Unlike a raw power or engine size variable, ABI group already encodes actuarial judgement from Thatcham. Including it in a GLM as a continuous variable (assuming linearity across 1-50) misses the non-linearities between groups. We bin it into 8-10 bands or use it as a small-cardinality categorical.
The frequency-severity split
UK actuarial practice fits two separate GLMs: one for claim frequency (Poisson, outcome = claim count, offset = log(exposure)) and one for claim severity (Gamma, outcome = average severity conditional on a claim, weights = claim counts). The pure premium is frequency times severity.
This is different from fitting a single Tweedie model on loss ratios. The reasons to maintain the split:
- Frequency and severity have different rating factor relationships. NCD is a strong frequency factor but a weak severity factor. Vehicle value is a strong severity factor. A single Tweedie conflates these signals.
- Regulatory reporting in the UK typically requires frequency and severity components separately (for Lloyd’s, for Solvency II internal models, for FCA pricing practice reviews).
- For Consumer Duty purposes, you need to be able to explain which component of price is driven by which factor. “Frequency effect of NCD = 0.78, severity effect of NCD = 0.94” is an auditable statement. A single Tweedie coefficient is not.
import polars as pl
import numpy as np
from glum import GeneralizedLinearRegressor
from sklearn.preprocessing import OneHotEncoder
from sklearn.compose import ColumnTransformer
from sklearn.pipeline import Pipeline
# --- Load and prep freMTPL2 ---
from sklearn.datasets import fetch_openml
import pandas as pd
raw_freq = fetch_openml("freMTPL2freq", version=3, as_frame=True, parser="auto")

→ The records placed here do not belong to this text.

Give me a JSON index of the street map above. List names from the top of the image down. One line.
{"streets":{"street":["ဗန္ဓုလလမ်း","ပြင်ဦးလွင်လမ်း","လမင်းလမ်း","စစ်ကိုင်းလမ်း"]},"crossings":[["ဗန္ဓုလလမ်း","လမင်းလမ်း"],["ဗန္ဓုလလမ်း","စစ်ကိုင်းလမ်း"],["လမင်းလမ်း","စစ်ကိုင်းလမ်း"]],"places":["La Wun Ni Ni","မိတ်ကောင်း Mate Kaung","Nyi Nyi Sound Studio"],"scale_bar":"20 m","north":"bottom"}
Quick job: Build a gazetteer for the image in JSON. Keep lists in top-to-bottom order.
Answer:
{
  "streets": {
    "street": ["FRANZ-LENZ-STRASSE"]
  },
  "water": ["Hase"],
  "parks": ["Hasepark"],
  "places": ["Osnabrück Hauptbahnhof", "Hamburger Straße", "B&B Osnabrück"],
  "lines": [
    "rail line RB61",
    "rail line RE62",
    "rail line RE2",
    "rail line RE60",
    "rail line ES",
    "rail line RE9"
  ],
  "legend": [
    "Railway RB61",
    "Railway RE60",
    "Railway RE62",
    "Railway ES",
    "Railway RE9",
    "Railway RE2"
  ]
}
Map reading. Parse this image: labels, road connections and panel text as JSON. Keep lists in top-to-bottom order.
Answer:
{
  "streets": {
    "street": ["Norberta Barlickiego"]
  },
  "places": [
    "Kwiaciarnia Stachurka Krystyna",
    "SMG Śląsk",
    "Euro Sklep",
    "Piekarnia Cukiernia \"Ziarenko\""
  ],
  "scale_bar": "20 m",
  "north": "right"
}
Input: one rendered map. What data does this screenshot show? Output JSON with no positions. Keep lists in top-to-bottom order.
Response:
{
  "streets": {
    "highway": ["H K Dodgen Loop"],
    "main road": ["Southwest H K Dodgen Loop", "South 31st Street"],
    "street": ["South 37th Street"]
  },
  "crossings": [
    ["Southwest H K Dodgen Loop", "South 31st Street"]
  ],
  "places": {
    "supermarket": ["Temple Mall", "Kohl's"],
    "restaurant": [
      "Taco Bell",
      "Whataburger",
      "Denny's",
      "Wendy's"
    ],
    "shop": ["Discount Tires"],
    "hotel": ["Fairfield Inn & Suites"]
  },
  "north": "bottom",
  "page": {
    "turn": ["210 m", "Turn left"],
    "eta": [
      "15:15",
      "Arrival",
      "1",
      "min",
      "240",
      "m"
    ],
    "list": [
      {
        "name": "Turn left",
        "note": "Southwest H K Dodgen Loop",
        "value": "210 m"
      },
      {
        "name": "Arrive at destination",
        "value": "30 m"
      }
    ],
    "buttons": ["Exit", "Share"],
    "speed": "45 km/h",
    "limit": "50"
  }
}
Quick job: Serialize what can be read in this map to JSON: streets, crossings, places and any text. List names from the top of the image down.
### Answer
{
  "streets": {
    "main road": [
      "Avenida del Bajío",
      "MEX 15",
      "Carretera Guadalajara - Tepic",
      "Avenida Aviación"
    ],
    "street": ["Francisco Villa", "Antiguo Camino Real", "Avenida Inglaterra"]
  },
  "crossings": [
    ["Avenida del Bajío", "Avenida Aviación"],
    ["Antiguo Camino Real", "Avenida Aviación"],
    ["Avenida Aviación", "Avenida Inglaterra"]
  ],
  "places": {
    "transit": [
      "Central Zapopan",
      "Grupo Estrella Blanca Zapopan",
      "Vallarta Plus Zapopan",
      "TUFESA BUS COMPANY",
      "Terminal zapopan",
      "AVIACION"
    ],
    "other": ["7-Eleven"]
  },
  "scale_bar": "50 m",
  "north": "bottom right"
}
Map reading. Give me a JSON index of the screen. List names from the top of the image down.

raw_sev = fetch_openml("freMTPL2sev", version=1, as_frame=True, parser="auto")
df_freq = pl.from_pandas(
raw_freq.data.assign(ClaimNb=raw_freq.target.astype(int))
).with_columns([
pl.col("Exposure").clip(0.0, 1.0).alias("exposure"),
pl.col("ClaimNb").alias("claim_count"),
pl.col("BonusMalus").cast(pl.Float64),
pl.col("VehPower").cast(pl.Int32),
pl.col("VehAge").cast(pl.Int32),
pl.col("DrivAge").cast(pl.Int32),
])
# Severity: aggregate claim amounts per policy
df_sev_raw = pl.from_pandas(
raw_sev.data.assign(ClaimAmount=raw_sev.target.astype(float))
)
df_sev_agg = df_sev_raw.group_by("IDpol").agg([
pl.col("ClaimAmount").sum().alias("total_claim_amount"),
pl.len().alias("sev_claim_count"),
])
# Join severity back onto frequency data
df = df_freq.join(df_sev_agg, on="IDpol", how="left").with_columns([
pl.col("total_claim_amount").fill_null(0.0),
pl.col("sev_claim_count").fill_null(0).cast(pl.Int32),
# Average severity (only defined for policies with claims)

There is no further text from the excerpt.